Dataset items:
------------------------------------

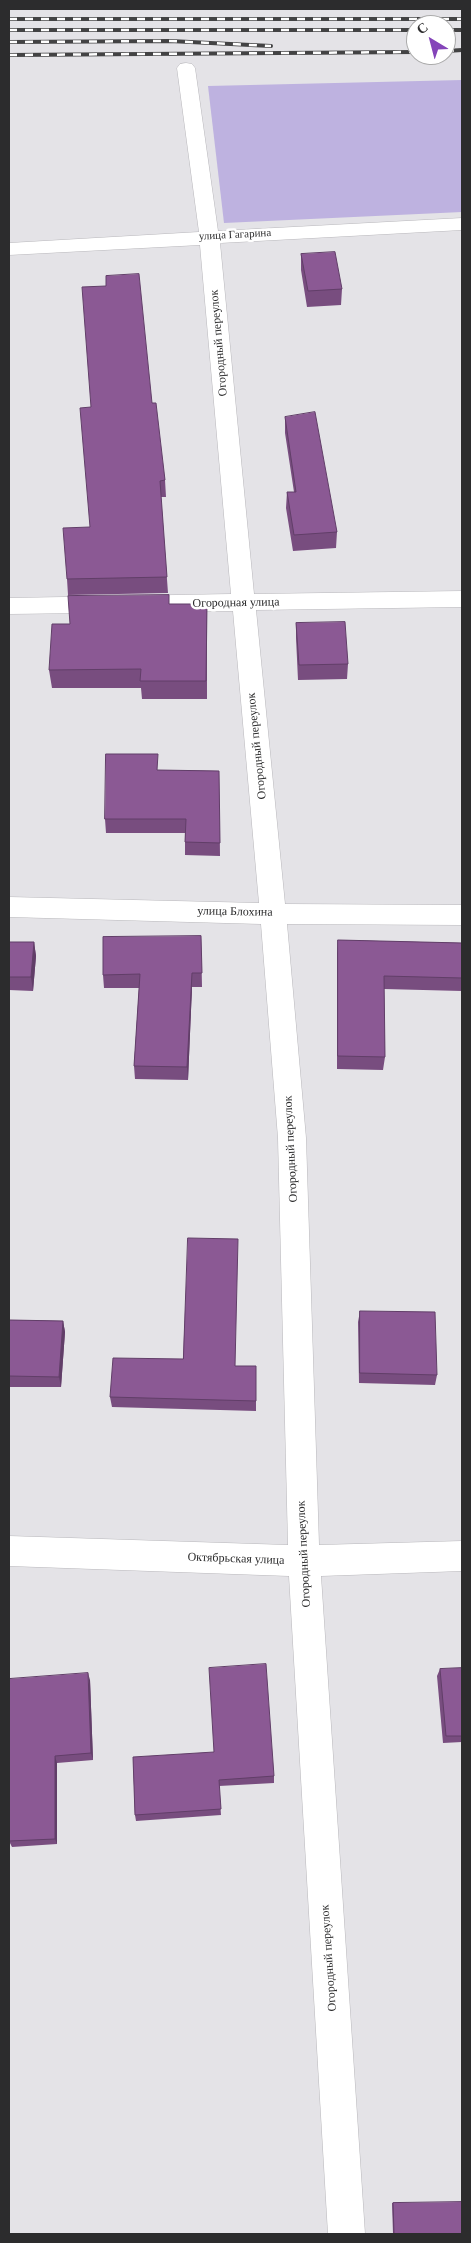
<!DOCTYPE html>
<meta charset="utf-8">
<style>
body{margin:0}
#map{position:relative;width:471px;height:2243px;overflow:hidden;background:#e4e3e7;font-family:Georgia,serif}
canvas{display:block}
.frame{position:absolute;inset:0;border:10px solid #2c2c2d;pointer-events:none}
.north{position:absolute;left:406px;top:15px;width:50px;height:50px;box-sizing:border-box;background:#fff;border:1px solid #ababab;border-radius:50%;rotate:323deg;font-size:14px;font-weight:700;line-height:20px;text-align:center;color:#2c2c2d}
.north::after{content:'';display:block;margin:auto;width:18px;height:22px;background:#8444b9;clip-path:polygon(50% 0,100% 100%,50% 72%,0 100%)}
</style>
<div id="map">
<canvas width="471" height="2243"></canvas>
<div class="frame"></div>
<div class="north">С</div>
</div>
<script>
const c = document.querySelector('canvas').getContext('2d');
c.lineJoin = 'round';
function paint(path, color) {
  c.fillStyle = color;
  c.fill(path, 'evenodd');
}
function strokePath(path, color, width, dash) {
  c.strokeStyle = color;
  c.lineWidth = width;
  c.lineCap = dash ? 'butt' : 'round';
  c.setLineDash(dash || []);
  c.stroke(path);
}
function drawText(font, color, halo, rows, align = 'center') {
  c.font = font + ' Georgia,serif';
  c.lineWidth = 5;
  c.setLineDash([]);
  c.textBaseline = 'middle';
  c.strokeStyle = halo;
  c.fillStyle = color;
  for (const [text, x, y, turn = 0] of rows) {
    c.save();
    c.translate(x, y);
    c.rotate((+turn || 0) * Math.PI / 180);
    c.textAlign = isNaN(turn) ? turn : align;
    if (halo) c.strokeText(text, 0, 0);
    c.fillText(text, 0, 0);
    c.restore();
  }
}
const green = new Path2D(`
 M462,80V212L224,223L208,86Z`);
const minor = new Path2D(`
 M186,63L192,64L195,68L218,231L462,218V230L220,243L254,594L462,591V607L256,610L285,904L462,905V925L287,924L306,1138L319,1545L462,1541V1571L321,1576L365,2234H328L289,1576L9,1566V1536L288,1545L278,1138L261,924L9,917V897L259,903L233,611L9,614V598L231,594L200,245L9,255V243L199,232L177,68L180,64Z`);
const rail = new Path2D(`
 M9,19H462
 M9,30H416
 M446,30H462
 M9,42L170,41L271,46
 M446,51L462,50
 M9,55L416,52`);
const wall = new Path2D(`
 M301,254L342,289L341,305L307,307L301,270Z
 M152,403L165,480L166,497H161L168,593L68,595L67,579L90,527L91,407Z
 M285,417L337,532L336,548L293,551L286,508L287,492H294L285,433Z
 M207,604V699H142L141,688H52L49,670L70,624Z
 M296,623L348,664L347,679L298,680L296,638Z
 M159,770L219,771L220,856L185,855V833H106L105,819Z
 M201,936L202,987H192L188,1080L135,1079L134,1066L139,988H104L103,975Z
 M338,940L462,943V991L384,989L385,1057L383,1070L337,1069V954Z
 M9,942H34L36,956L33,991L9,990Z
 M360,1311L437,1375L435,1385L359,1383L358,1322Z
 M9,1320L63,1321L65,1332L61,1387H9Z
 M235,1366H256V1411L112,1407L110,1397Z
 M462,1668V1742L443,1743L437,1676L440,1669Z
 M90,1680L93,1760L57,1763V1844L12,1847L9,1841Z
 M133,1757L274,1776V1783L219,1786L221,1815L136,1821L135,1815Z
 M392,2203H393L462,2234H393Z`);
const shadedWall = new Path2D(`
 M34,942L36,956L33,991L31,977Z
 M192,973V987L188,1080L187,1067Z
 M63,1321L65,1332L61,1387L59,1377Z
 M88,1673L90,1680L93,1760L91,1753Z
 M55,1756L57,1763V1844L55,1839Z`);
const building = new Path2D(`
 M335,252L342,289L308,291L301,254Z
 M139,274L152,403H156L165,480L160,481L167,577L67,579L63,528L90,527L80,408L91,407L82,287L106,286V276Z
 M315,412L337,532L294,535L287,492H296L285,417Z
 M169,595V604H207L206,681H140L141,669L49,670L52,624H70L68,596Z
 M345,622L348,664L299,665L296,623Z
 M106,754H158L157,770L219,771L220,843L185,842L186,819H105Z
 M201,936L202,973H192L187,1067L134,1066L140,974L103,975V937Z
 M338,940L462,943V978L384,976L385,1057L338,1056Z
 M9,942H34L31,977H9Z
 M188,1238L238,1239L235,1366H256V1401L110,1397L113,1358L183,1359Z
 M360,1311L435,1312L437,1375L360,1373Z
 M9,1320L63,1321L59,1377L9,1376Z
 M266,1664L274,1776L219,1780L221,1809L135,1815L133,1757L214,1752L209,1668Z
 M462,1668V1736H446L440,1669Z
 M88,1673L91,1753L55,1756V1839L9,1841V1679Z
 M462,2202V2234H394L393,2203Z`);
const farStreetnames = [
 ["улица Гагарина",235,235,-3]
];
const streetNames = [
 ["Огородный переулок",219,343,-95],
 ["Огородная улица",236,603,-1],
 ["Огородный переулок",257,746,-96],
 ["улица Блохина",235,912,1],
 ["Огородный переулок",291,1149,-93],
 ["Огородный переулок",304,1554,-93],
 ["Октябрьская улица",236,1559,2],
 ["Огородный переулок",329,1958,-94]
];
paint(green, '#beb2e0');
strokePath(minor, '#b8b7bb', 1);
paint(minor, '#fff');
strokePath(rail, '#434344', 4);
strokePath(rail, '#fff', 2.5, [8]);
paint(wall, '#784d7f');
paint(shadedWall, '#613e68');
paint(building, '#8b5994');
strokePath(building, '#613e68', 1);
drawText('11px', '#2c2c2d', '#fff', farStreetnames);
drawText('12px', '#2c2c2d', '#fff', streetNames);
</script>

------------------------------------

◆ REQUIRED ACTION ◆
Out of the data above, set down the lines from the one with "M201,936L202,973H192L187,1067L134,1066L140,974L103,975V937Z" to the one with "drawText('12px', '#2c2c2d', '#fff', streetNames);", both included, exactly as written and with no additions.

◆ RESULT OF THE EXERCISE ◆
 M201,936L202,973H192L187,1067L134,1066L140,974L103,975V937Z
 M338,940L462,943V978L384,976L385,1057L338,1056Z
 M9,942H34L31,977H9Z
 M188,1238L238,1239L235,1366H256V1401L110,1397L113,1358L183,1359Z
 M360,1311L435,1312L437,1375L360,1373Z
 M9,1320L63,1321L59,1377L9,1376Z
 M266,1664L274,1776L219,1780L221,1809L135,1815L133,1757L214,1752L209,1668Z
 M462,1668V1736H446L440,1669Z
 M88,1673L91,1753L55,1756V1839L9,1841V1679Z
 M462,2202V2234H394L393,2203Z`);
const farStreetnames = [
 ["улица Гагарина",235,235,-3]
];
const streetNames = [
 ["Огородный переулок",219,343,-95],
 ["Огородная улица",236,603,-1],
 ["Огородный переулок",257,746,-96],
 ["улица Блохина",235,912,1],
 ["Огородный переулок",291,1149,-93],
 ["Огородный переулок",304,1554,-93],
 ["Октябрьская улица",236,1559,2],
 ["Огородный переулок",329,1958,-94]
];
paint(green, '#beb2e0');
strokePath(minor, '#b8b7bb', 1);
paint(minor, '#fff');
strokePath(rail, '#434344', 4);
strokePath(rail, '#fff', 2.5, [8]);
paint(wall, '#784d7f');
paint(shadedWall, '#613e68');
paint(building, '#8b5994');
strokePath(building, '#613e68', 1);
drawText('11px', '#2c2c2d', '#fff', farStreetnames);
drawText('12px', '#2c2c2d', '#fff', streetNames);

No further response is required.